Supplied records:
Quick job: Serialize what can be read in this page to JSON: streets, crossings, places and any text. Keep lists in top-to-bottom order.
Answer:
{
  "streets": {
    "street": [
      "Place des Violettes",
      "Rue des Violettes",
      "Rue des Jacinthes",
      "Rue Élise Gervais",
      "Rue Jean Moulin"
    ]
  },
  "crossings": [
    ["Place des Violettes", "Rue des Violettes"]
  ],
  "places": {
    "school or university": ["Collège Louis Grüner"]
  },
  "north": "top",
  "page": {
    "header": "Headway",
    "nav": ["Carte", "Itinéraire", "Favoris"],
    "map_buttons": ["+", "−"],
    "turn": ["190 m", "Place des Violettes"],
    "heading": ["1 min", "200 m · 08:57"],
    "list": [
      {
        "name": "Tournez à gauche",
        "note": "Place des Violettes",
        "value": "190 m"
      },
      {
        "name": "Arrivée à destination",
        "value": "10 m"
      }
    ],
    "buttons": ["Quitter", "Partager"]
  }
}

==

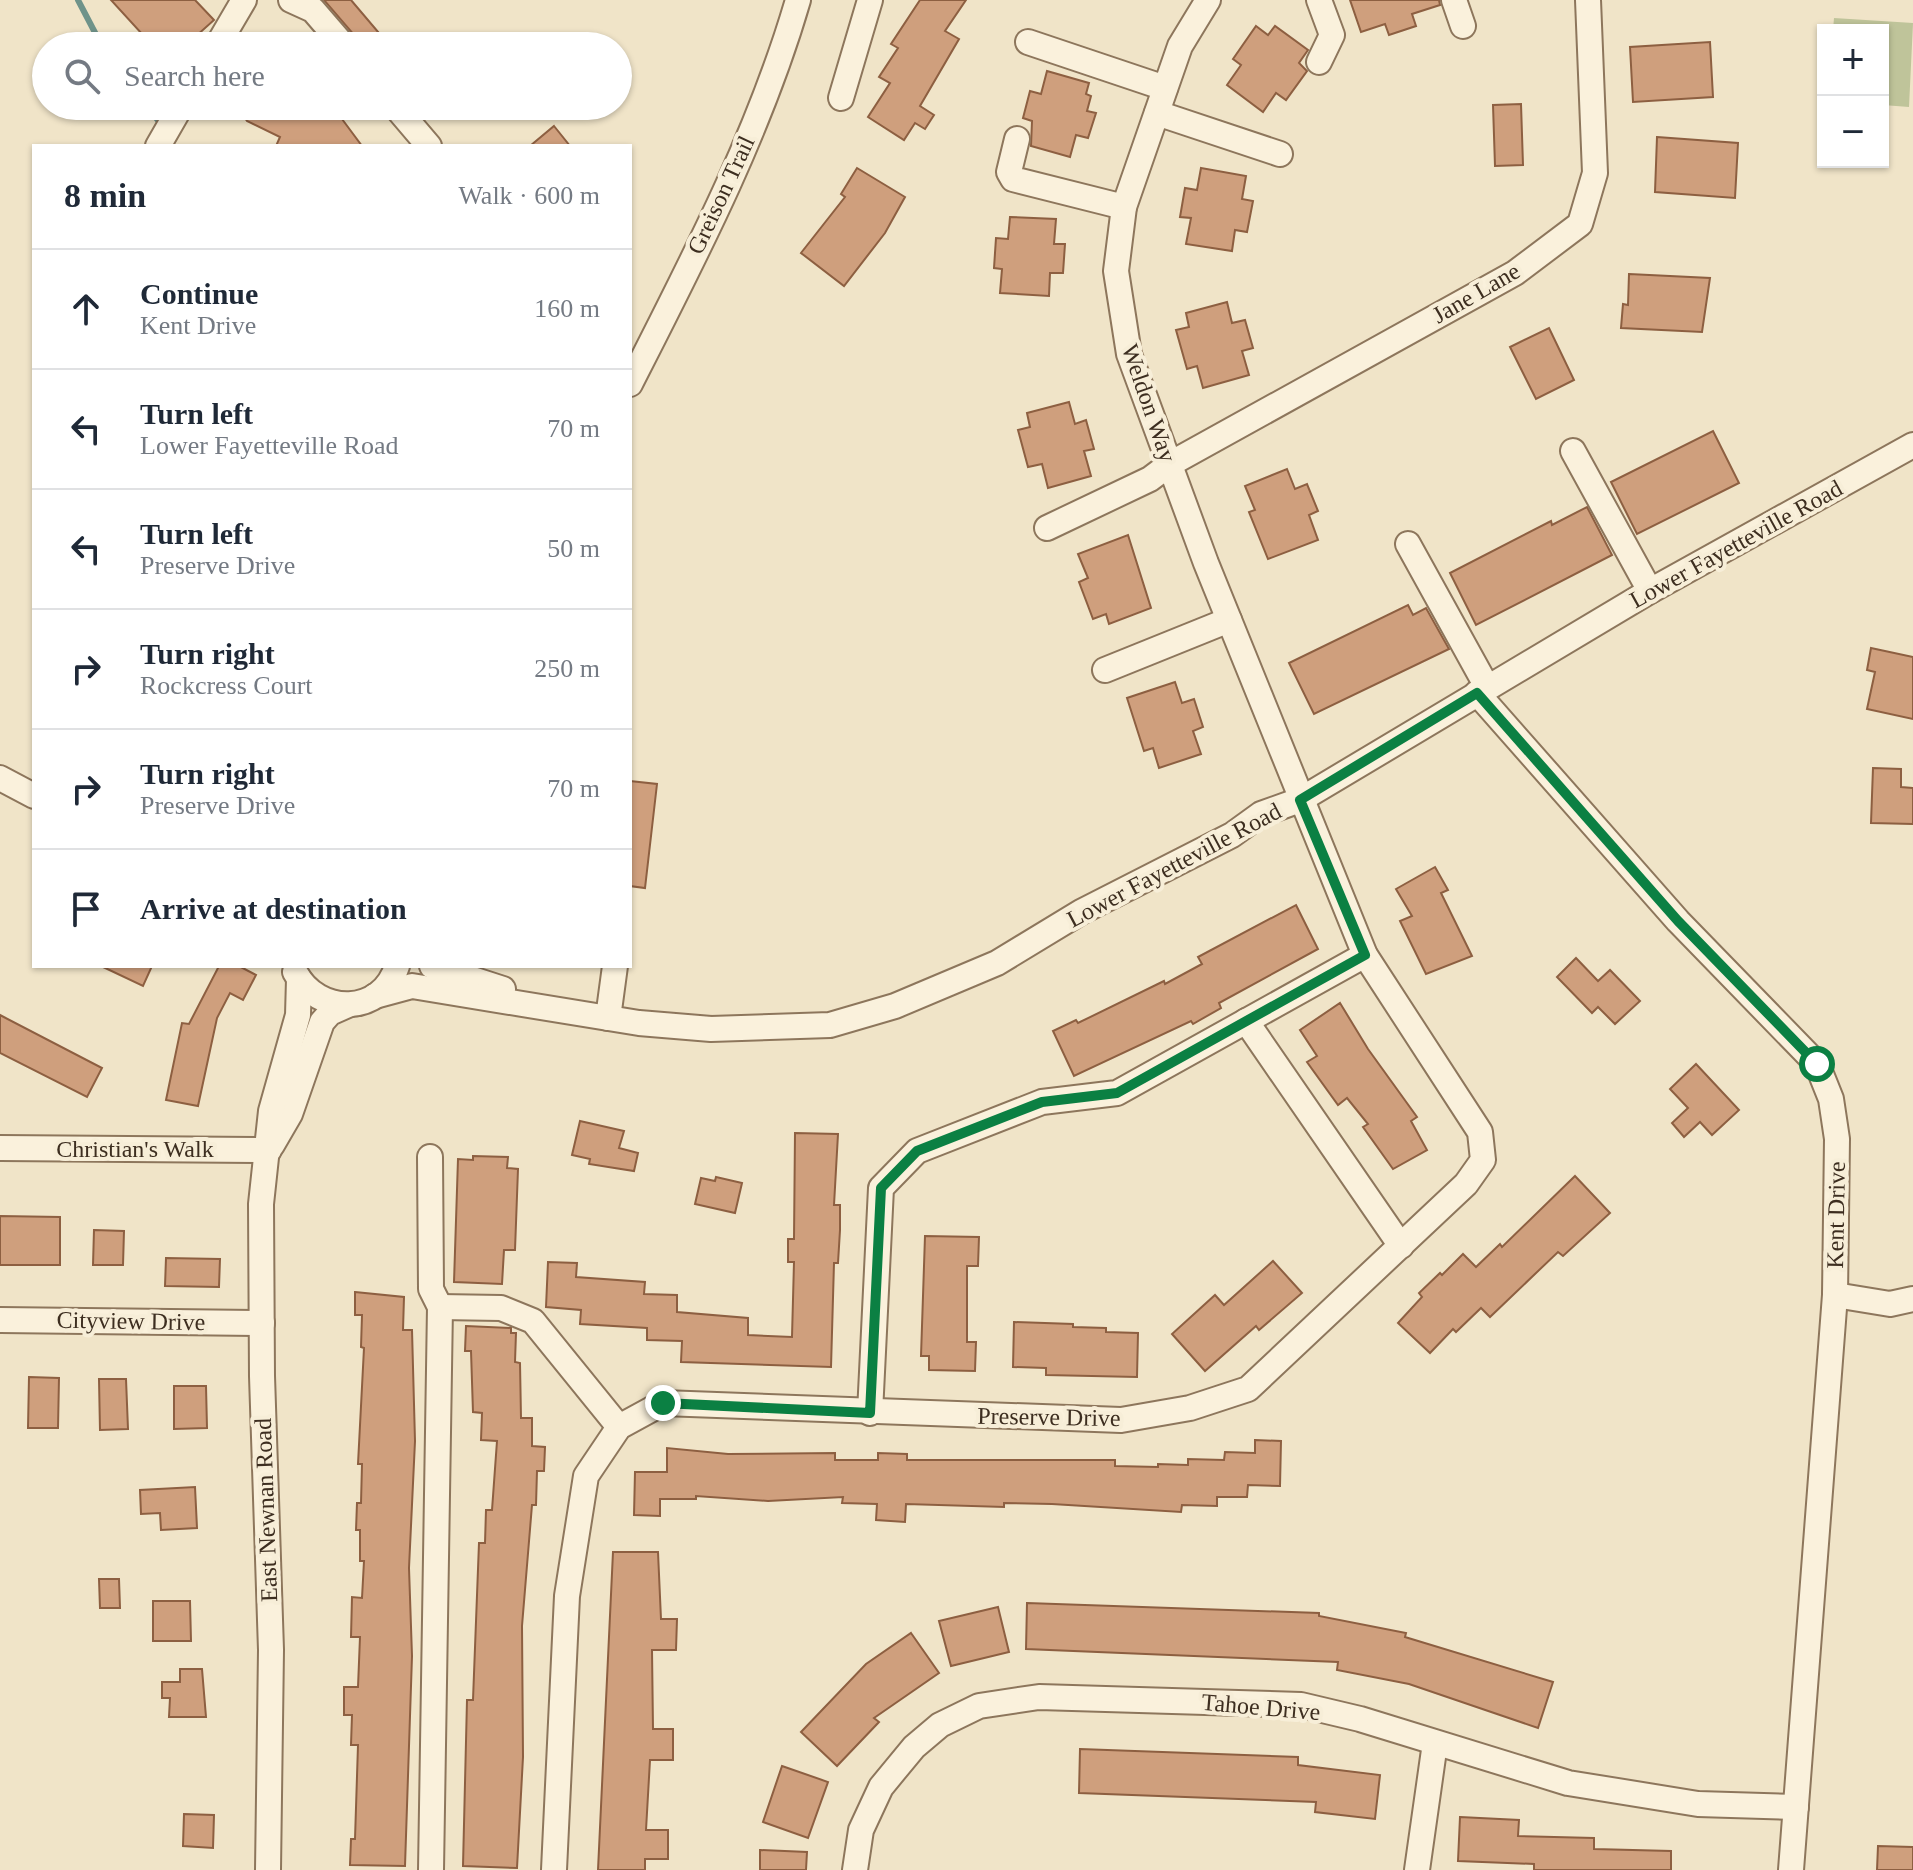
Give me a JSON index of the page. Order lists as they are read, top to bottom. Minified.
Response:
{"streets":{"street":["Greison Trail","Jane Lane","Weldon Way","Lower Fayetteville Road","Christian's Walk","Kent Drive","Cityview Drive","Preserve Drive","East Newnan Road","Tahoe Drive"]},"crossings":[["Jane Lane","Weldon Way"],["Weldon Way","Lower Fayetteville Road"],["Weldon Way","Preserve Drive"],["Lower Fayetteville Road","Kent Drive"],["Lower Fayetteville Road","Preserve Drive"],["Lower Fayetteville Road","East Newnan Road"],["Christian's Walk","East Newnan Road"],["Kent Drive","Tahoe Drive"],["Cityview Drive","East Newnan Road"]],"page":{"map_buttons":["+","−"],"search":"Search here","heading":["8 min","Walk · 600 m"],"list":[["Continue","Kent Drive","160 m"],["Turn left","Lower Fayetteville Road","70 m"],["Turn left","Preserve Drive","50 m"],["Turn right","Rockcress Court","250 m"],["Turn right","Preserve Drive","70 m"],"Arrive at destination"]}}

--

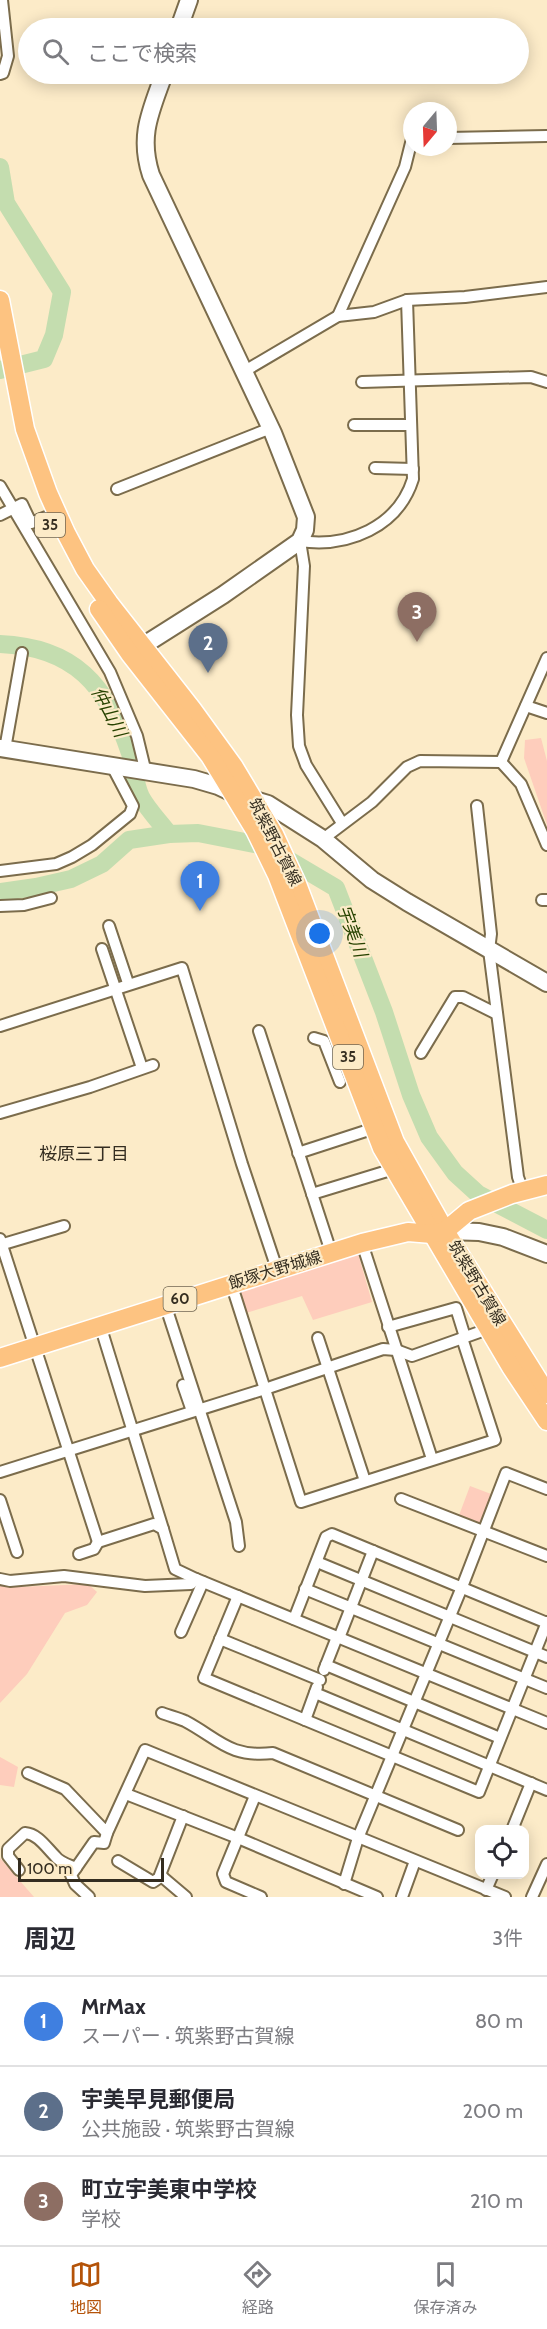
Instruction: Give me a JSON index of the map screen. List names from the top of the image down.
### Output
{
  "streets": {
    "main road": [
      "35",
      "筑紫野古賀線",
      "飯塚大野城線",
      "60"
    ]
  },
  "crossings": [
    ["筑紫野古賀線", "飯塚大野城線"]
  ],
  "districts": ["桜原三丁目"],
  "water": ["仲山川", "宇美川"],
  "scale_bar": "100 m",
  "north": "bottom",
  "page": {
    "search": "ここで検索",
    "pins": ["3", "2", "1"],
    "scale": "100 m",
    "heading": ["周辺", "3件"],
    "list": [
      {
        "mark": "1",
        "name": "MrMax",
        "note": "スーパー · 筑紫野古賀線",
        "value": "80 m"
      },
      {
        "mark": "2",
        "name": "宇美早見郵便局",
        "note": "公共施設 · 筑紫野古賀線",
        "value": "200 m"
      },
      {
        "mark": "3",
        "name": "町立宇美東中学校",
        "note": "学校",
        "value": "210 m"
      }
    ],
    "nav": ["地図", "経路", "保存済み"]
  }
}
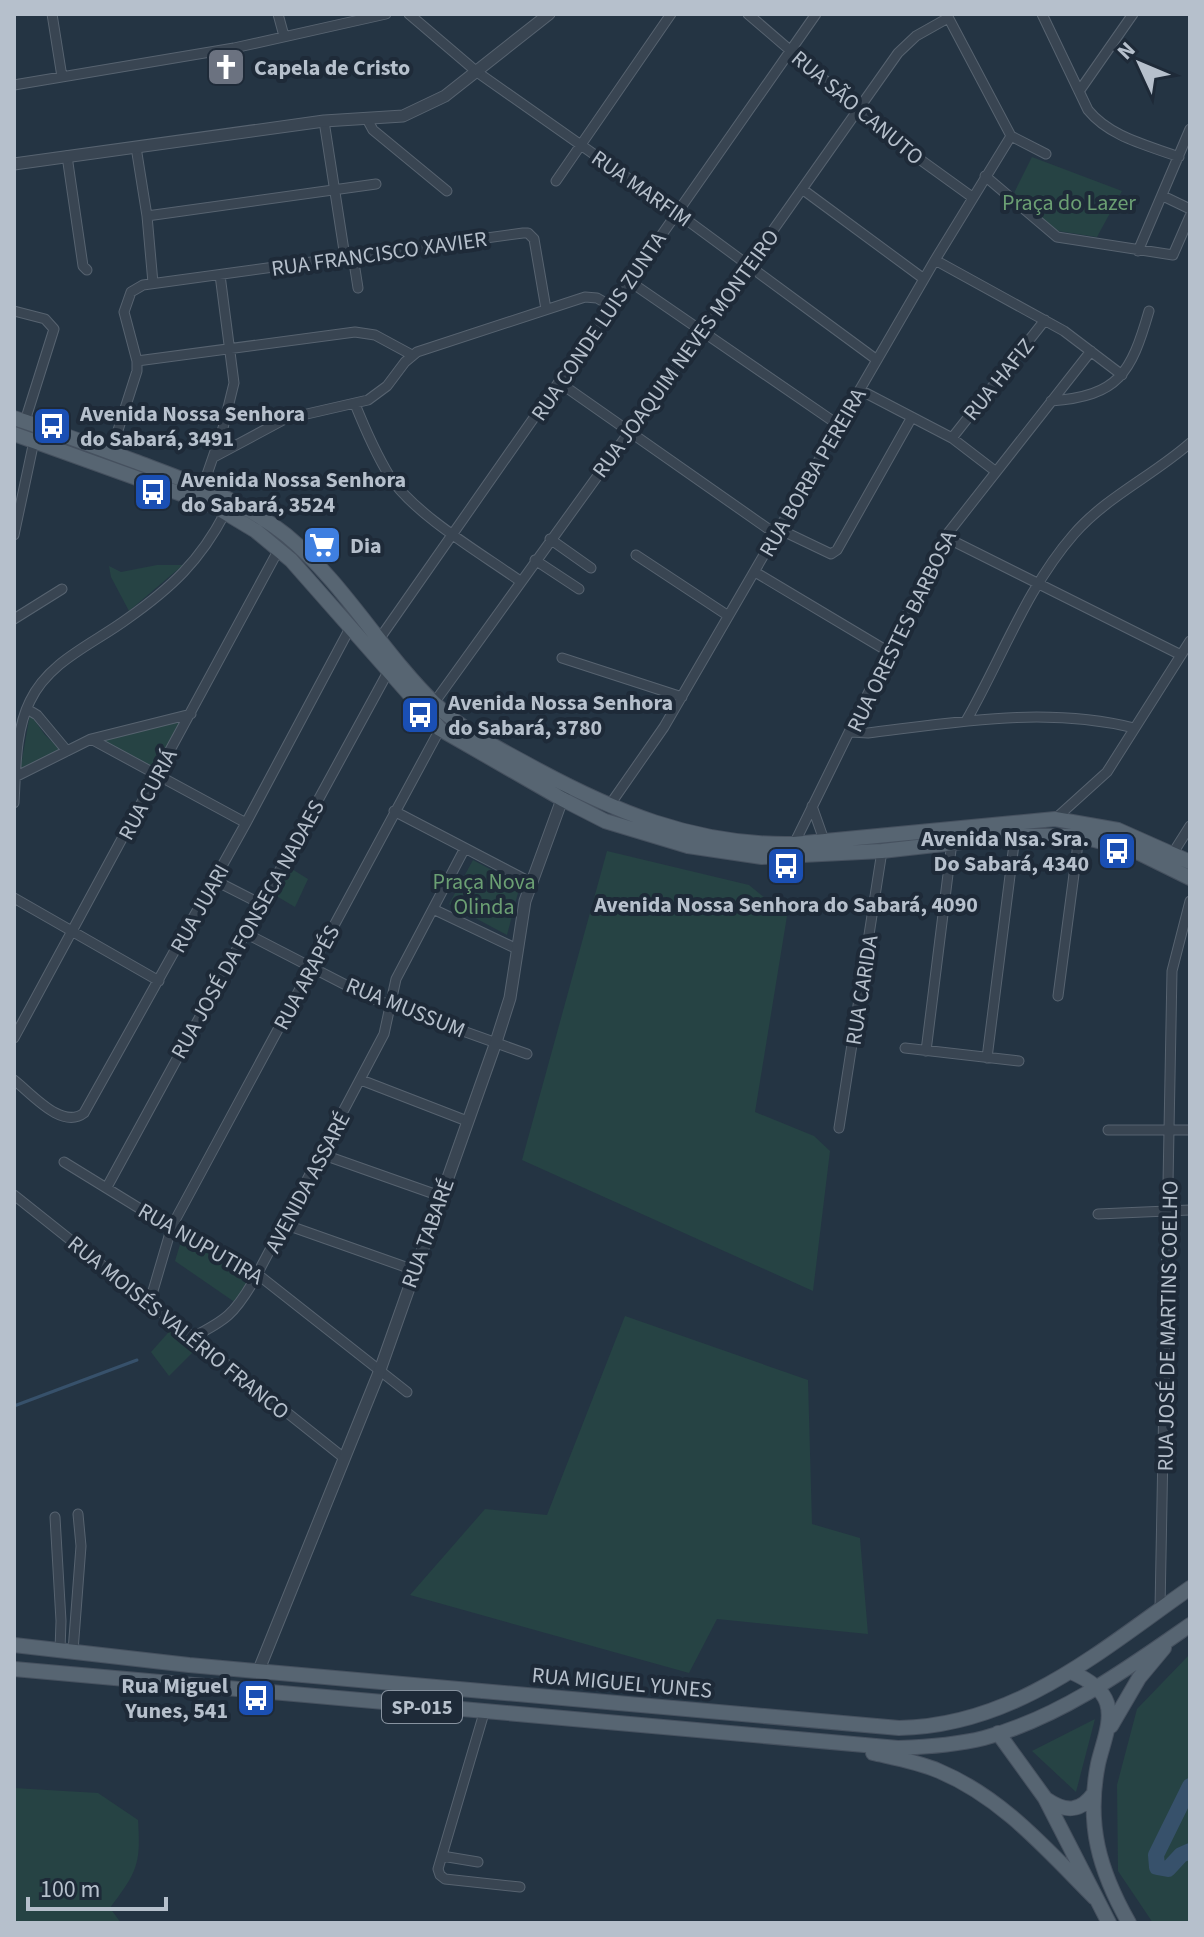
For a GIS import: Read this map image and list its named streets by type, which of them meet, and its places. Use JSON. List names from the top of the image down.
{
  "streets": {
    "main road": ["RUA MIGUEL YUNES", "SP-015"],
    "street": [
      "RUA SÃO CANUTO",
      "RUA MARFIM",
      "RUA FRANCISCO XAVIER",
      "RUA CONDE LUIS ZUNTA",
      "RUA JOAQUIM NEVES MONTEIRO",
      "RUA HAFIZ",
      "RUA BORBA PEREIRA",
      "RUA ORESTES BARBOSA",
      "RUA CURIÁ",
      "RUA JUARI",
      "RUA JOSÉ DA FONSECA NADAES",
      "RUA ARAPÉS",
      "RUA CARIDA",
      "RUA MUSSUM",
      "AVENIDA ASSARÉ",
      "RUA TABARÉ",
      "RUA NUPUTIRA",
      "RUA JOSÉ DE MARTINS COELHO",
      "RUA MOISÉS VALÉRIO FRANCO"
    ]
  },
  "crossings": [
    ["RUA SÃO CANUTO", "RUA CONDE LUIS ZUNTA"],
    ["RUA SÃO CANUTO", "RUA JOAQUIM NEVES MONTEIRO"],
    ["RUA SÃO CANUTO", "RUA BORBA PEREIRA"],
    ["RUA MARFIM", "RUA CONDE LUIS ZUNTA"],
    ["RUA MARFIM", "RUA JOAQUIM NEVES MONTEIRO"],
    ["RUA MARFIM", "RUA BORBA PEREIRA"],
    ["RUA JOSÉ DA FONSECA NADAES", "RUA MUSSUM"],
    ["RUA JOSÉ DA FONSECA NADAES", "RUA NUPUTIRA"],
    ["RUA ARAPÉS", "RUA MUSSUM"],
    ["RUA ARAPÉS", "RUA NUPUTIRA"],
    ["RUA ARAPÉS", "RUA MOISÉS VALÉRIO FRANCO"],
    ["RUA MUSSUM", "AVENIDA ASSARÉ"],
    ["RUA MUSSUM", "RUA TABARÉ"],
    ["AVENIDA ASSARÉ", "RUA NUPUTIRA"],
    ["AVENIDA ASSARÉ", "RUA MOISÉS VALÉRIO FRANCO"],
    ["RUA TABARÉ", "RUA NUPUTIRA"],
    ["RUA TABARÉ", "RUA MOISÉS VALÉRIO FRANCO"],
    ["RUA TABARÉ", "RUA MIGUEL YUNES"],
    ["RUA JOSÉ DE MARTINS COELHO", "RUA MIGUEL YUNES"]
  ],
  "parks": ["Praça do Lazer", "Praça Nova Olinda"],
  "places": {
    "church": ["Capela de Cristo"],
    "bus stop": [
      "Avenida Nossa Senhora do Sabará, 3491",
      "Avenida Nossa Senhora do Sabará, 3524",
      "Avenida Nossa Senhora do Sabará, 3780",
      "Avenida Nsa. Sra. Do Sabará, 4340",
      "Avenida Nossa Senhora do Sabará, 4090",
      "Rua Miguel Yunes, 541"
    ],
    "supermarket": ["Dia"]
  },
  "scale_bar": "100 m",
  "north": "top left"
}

What to do:
Report each line of the data that includes the string "Give".

Solution:
Give me a JSON index of the page. Order lists as they are read, top to bottom. Minified.
Instruction: Give me a JSON index of the map screen. List names from the top of the image down.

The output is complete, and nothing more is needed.